Abdulmutallab’s plot to take advantage of the fact that his first statement was taken without his Miranda Rights read to him was aborted on September 18, last year, when Judge Edmunds handed the President Barack Obama administration a major victory in its approach to Miranda Rights for terror suspects, endorsing the interpretation of the public safety exception.
The judge said: “The agents limited their questioning to approximately 50 minutes, a period sufficient enough to get information to address the threat to public safety.”
Edmunds said the agents handling the case were “mindful of defendant’s self-proclaimed association with al-Qaeda and knowing the group’s past history of large, coordinated plots and attacks and feared that there could be additional, imminent aircraft attacks in the United States and elsewhere in the world.”
Two days ago, details of his plot with Awlaki was released. They were contained in documents filed to back up request for his sentence to life imprisonment.
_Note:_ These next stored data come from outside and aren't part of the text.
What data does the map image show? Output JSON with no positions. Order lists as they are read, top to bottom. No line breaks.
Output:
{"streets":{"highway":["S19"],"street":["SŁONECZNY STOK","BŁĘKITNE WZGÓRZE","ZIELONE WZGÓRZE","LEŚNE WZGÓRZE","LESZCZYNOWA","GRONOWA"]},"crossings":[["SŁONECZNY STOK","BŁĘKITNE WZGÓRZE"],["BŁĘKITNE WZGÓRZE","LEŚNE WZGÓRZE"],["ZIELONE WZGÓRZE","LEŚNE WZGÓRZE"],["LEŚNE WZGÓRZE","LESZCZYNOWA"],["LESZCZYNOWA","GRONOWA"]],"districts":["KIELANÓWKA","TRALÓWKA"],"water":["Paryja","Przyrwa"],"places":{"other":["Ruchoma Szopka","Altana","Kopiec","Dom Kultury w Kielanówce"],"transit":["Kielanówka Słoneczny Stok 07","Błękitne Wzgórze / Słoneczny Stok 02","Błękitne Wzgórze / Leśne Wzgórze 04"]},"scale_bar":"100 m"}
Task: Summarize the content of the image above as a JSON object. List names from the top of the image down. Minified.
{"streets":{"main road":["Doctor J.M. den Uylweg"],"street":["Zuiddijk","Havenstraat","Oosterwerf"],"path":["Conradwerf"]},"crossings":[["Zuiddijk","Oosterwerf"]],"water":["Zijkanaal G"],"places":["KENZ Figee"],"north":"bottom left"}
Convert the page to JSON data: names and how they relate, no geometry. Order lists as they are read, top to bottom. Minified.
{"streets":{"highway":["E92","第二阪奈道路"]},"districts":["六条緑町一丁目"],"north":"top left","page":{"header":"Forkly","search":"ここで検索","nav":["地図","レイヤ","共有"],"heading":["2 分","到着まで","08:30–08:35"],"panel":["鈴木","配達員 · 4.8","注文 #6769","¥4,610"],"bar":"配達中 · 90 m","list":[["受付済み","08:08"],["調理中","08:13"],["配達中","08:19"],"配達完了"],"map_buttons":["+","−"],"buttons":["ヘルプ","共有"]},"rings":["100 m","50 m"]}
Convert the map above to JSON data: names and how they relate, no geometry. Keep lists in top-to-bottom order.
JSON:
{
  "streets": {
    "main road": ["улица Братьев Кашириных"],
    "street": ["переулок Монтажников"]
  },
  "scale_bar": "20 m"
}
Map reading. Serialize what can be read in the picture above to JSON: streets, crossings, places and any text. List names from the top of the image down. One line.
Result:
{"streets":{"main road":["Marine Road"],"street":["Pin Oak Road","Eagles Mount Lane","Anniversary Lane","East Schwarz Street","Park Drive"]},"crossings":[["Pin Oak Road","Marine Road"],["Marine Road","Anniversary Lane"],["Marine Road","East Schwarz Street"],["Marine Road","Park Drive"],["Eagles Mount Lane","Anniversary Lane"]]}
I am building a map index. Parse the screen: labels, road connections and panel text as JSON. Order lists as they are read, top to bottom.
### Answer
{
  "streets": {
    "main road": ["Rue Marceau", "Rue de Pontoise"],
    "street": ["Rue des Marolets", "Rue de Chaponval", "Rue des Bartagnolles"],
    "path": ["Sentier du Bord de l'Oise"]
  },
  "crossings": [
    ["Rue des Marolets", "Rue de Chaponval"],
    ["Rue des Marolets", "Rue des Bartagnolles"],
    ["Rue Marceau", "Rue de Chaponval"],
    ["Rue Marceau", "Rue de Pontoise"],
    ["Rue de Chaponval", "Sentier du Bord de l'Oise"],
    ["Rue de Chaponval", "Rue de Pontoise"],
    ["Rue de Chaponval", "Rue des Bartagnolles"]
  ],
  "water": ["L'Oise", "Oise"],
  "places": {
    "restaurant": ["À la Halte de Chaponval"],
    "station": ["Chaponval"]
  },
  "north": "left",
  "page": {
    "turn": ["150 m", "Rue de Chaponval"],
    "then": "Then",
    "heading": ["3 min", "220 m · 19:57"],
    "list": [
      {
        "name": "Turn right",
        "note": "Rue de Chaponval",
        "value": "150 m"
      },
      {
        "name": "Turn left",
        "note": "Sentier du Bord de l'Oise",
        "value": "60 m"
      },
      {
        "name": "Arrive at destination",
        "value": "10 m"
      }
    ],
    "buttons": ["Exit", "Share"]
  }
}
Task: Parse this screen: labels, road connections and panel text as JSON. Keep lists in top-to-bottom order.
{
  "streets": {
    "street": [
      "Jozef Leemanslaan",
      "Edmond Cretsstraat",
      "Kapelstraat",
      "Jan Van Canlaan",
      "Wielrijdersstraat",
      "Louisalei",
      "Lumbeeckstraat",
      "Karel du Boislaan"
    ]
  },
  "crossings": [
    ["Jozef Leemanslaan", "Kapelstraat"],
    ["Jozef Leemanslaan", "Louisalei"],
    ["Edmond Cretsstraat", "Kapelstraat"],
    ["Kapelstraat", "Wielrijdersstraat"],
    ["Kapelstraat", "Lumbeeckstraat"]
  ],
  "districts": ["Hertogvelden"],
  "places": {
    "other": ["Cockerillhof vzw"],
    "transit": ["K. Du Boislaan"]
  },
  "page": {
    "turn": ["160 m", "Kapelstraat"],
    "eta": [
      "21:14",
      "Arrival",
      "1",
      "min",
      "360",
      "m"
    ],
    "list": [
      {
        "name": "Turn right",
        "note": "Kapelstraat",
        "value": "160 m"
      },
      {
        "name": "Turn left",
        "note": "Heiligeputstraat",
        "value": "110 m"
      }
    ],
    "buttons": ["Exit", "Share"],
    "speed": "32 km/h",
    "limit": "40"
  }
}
The documents show that Abdulmutallab, after making contact with Awlaki, spent three days at the late cleric’s house discussing martyrdom and “jihad”.
al-Awlaki introduced him to a bomb maker for Al Qaeda in the Arabian Peninsula, who made the bomb for him to attack an American airliner.
“Prior to the defendant’s departure from Yemen, Awlaki’s last instructions to him were to wait until the airplane was over the United States and then take it down,” one of the filings said.
To drive home the argument that he deserves to rot in jail, the U.S. government, in the document, noted: “When the airplane was about to cross over the United States border, they said, he went to the restroom, washed his face, brushed his teeth, put on cologne, returned to his seat, said prayers, and then pushed the plunger on the device — but it failed to detonate.”
One of the documents added that he told his interrogators that he interpreted the failure of the bomb to explode as evidence that “it was not his time to die”.
Certainly, it is not his time to die. It is a time to change address from the Federal Correctional Institution, Milan, Michigan, to the super-maximum prison in Florence, Colorado, which is home to many convicted terrorists.